Every legal employment contract means one less person trapped in exploitative conditions. Every functioning legal pathway reduces the traffickers’ reach. Yet today, a declaration that a foreign worker employed in Poland will perform work elsewhere in the EU leads to rejection of the work permit application. Surely that was not the intention – Polish legislation shouldn’t obstruct Polish companies from offering services across the EU.

The title of the Government’s Migration Strategy – Regain Control, Ensure Security – notably omits the phrase “at all costs.” The goal of recent legal reforms was to speed up work permit issuance and the legalization of stay. In practice, however, obtaining a work permit is becoming increasingly difficult. Bureaucratic barriers will not stop migration – they will only drive it underground.

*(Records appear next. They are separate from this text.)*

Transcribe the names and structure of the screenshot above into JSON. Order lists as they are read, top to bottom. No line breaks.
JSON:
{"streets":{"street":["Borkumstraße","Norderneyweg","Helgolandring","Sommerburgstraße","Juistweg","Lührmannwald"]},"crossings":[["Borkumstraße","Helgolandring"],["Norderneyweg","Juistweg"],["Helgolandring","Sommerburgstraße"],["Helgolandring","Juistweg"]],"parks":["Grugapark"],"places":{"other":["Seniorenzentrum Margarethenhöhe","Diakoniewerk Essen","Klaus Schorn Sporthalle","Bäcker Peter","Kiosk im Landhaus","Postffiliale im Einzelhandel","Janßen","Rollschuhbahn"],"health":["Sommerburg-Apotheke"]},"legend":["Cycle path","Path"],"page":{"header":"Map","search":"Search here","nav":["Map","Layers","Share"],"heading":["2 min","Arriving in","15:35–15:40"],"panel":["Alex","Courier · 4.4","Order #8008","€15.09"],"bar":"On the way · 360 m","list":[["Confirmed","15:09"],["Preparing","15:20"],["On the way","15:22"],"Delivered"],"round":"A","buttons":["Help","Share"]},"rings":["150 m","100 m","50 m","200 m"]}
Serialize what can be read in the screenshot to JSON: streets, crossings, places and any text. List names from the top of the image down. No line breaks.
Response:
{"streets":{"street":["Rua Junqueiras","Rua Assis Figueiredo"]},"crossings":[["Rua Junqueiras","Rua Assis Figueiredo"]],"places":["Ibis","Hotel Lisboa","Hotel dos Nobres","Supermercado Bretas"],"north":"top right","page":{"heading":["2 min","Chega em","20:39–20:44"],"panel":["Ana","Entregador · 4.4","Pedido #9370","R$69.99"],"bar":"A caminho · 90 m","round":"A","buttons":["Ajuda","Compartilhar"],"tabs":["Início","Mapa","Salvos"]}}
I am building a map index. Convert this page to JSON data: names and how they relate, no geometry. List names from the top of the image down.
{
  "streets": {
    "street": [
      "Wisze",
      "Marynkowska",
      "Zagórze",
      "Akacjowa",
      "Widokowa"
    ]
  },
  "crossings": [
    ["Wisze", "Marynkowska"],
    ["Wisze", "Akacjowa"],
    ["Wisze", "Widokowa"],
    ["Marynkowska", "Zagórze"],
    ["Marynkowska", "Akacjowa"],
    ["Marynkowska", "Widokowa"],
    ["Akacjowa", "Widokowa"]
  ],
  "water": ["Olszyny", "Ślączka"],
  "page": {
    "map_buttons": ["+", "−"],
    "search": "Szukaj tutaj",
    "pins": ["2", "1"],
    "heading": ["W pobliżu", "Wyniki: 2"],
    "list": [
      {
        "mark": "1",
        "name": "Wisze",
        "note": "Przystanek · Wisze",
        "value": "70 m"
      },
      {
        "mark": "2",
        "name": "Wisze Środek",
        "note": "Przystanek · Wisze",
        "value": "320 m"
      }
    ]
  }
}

If we don’t want to be a country where people are exploited like commodities, we must build a system in which every person – especially those who come from afar – has the right to work with dignity.

Let’s not forget: this isn’t just about far-away victims. This is about our responsibility – here and now.

Legal Definitions of Human Trafficking

The Palermo Protocol (Art. 3(a))

“Trafficking in persons” shall mean the recruitment, transportation, transfer, harboring or receipt of persons, by means of the threat or use of force or other forms of coercion, of abduction, of fraud, of deception, of the abuse of power or of a position of vulnerability or of the giving or receiving of payments or benefits to achieve the consent of a person having control over another person, for the purpose of exploitation.

Exploitation shall include, at a minimum, the exploitation of the prostitution of others or other forms of sexual exploitation, forced labor or services, slavery or practices similar to slavery, servitude or the removal of organs.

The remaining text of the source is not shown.